_Dataset_.
☆ ☆ ☆ ☆ ☆ ☆ ☆

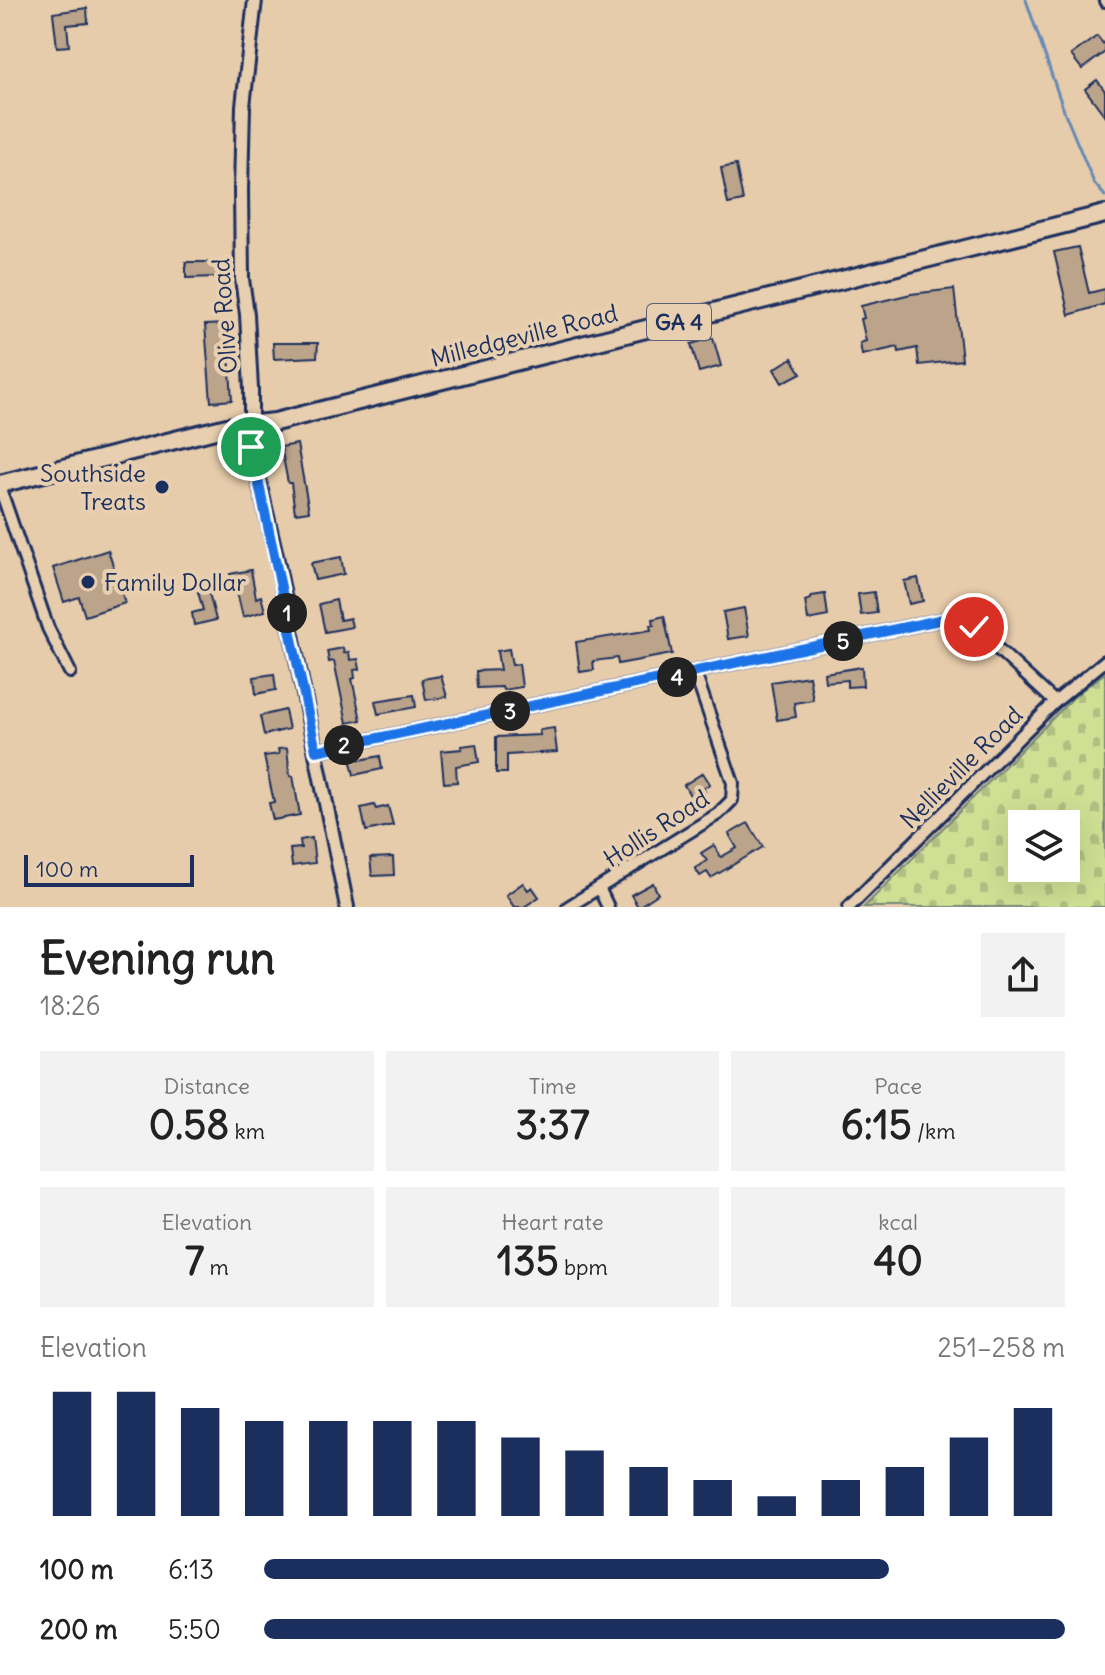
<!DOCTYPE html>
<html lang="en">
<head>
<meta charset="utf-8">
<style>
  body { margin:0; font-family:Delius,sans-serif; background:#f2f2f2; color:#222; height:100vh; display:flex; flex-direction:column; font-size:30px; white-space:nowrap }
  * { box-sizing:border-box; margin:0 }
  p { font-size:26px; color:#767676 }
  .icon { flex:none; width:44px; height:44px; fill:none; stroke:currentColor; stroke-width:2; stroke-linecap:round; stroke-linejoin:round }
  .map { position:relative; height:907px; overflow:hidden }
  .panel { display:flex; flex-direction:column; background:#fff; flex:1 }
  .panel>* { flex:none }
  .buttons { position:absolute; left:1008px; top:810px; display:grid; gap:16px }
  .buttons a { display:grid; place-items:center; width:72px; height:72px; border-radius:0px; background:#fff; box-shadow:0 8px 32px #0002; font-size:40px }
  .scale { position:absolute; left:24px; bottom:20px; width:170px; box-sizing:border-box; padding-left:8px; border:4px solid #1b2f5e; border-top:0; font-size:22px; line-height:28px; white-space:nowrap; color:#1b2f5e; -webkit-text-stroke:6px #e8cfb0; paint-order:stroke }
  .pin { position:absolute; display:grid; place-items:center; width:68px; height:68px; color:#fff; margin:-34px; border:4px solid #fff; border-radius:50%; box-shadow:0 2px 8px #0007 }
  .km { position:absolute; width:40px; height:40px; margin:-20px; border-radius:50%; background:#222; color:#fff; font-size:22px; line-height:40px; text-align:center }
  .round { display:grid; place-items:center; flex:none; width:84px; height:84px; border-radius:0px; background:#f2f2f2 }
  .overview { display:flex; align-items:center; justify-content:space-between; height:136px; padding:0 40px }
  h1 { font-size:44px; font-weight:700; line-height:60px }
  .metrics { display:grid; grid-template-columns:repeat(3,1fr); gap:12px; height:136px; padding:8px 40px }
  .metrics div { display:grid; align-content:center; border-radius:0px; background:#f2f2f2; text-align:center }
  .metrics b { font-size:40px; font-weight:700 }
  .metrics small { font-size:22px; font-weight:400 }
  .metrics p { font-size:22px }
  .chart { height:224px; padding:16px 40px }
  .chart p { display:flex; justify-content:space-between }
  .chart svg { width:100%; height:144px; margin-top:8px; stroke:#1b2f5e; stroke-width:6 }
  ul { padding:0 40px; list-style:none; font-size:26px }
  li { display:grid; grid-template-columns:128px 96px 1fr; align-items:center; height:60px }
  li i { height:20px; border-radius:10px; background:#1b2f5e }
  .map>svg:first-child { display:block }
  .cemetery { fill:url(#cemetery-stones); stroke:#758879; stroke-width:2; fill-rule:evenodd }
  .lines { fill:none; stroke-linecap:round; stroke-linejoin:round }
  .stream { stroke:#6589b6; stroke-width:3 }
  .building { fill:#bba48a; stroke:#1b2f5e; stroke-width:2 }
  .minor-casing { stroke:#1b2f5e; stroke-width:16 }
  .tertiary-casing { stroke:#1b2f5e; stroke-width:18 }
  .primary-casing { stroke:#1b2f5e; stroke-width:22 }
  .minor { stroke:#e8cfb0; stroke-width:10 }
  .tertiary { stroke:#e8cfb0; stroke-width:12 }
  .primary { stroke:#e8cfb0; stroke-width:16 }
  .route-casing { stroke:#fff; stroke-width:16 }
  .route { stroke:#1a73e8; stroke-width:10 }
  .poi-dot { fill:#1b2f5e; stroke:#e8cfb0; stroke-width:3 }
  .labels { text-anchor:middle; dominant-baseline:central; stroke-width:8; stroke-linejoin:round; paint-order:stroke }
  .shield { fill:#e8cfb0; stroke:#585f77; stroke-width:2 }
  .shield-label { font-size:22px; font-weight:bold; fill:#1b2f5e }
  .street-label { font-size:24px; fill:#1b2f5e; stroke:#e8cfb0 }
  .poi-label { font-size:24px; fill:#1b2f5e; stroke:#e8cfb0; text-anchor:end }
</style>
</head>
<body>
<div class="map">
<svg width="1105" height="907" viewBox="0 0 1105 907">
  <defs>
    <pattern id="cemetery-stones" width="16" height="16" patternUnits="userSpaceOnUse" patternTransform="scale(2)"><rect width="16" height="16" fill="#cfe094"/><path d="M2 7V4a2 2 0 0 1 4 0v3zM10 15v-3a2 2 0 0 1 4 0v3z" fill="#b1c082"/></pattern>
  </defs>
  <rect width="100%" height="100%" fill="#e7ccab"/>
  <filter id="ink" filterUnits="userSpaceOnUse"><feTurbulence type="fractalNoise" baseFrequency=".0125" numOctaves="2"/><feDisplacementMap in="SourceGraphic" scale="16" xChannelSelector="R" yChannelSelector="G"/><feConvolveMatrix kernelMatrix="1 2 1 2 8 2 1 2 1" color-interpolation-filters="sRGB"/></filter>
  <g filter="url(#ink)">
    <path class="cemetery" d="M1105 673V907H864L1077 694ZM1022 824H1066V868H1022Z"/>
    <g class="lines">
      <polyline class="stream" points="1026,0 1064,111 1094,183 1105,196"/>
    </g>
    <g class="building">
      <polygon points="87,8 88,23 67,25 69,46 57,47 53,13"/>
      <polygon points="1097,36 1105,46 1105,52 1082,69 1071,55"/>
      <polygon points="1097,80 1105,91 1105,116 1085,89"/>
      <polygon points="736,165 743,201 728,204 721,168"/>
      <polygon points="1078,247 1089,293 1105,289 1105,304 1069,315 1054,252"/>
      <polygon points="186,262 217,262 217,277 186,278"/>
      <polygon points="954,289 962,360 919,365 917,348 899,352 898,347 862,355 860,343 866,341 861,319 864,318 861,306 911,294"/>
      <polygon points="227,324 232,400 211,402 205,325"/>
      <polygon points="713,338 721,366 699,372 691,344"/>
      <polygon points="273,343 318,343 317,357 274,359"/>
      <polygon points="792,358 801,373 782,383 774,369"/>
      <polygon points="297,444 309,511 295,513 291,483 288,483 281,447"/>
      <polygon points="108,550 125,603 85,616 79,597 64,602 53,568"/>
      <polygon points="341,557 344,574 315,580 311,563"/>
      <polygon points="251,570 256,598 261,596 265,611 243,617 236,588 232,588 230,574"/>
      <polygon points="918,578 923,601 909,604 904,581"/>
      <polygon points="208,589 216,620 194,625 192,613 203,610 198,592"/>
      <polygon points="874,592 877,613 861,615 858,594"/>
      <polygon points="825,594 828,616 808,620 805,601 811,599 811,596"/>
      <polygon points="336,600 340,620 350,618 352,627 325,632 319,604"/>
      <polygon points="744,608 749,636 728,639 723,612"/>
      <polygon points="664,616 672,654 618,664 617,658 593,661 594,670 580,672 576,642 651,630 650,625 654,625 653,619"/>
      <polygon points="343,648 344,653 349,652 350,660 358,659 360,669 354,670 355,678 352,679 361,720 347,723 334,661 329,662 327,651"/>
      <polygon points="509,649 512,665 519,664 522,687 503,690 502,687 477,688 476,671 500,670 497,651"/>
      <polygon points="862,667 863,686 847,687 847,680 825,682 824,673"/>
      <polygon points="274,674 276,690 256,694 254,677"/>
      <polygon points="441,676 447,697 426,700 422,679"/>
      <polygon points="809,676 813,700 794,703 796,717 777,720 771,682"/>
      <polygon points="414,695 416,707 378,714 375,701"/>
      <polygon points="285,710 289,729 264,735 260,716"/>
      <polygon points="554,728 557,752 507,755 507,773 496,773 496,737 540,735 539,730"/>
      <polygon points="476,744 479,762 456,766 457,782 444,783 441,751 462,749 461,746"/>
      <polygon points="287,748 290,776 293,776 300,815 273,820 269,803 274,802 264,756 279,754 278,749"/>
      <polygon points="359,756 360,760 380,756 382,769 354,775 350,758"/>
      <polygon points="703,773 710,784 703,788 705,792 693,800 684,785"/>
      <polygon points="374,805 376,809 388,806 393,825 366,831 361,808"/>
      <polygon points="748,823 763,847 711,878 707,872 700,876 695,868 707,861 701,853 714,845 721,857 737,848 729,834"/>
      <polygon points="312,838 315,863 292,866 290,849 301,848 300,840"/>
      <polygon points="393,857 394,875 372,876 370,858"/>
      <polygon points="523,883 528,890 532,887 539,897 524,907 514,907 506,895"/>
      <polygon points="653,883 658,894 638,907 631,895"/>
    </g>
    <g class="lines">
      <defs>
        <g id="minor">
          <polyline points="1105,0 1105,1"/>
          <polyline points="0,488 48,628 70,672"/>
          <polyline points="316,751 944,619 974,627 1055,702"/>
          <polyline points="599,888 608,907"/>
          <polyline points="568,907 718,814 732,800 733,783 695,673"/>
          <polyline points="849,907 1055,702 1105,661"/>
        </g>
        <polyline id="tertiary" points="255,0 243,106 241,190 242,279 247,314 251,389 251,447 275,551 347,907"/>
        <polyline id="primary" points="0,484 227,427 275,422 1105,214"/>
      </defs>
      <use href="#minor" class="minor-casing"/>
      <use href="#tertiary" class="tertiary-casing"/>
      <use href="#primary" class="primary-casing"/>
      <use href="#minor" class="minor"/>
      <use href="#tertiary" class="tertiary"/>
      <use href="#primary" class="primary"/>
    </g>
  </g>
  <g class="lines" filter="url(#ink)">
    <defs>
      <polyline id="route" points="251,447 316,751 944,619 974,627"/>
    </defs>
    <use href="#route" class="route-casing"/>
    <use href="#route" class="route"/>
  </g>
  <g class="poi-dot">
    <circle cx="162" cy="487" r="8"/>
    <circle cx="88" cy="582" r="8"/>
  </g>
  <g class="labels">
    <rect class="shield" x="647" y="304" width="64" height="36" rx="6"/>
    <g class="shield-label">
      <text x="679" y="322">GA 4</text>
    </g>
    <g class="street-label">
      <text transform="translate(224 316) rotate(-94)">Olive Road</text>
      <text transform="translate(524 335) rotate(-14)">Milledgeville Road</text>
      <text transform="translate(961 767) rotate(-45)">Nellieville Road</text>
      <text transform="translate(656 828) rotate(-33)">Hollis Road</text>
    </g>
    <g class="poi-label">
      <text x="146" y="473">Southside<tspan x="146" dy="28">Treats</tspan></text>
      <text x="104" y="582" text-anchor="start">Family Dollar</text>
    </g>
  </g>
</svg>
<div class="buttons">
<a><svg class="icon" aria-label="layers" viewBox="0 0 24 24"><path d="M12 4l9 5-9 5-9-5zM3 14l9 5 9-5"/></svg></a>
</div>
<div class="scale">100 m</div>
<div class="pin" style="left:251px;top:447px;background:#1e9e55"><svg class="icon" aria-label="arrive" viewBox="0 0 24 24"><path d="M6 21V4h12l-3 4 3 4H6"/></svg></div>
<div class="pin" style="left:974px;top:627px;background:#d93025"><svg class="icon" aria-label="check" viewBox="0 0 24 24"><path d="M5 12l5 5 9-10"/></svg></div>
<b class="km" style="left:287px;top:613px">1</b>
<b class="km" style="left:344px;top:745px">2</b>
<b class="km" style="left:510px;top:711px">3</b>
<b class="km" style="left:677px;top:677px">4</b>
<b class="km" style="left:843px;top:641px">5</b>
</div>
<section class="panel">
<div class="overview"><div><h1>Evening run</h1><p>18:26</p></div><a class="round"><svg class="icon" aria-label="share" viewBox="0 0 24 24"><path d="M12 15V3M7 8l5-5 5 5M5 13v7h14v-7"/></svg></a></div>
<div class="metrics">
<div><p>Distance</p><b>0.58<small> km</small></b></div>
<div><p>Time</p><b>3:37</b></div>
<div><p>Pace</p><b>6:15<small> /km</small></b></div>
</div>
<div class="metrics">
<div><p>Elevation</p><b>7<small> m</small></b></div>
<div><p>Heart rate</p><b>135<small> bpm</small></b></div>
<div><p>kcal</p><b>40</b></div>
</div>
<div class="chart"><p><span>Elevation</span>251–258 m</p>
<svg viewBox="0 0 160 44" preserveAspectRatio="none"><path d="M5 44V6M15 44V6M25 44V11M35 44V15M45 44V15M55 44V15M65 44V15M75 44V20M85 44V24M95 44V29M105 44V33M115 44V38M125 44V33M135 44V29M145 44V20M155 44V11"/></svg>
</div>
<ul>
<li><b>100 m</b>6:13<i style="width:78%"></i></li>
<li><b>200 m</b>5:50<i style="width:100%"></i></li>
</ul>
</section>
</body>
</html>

☆ ☆ ☆ ☆ ☆ ☆ ☆

_Directions_.
Look over the listing and return each line that holds "linecap".

_Answer to this exercise_.
  .icon { flex:none; width:44px; height:44px; fill:none; stroke:currentColor; stroke-width:2; stroke-linecap:round; stroke-linejoin:round }
  .lines { fill:none; stroke-linecap:round; stroke-linejoin:round }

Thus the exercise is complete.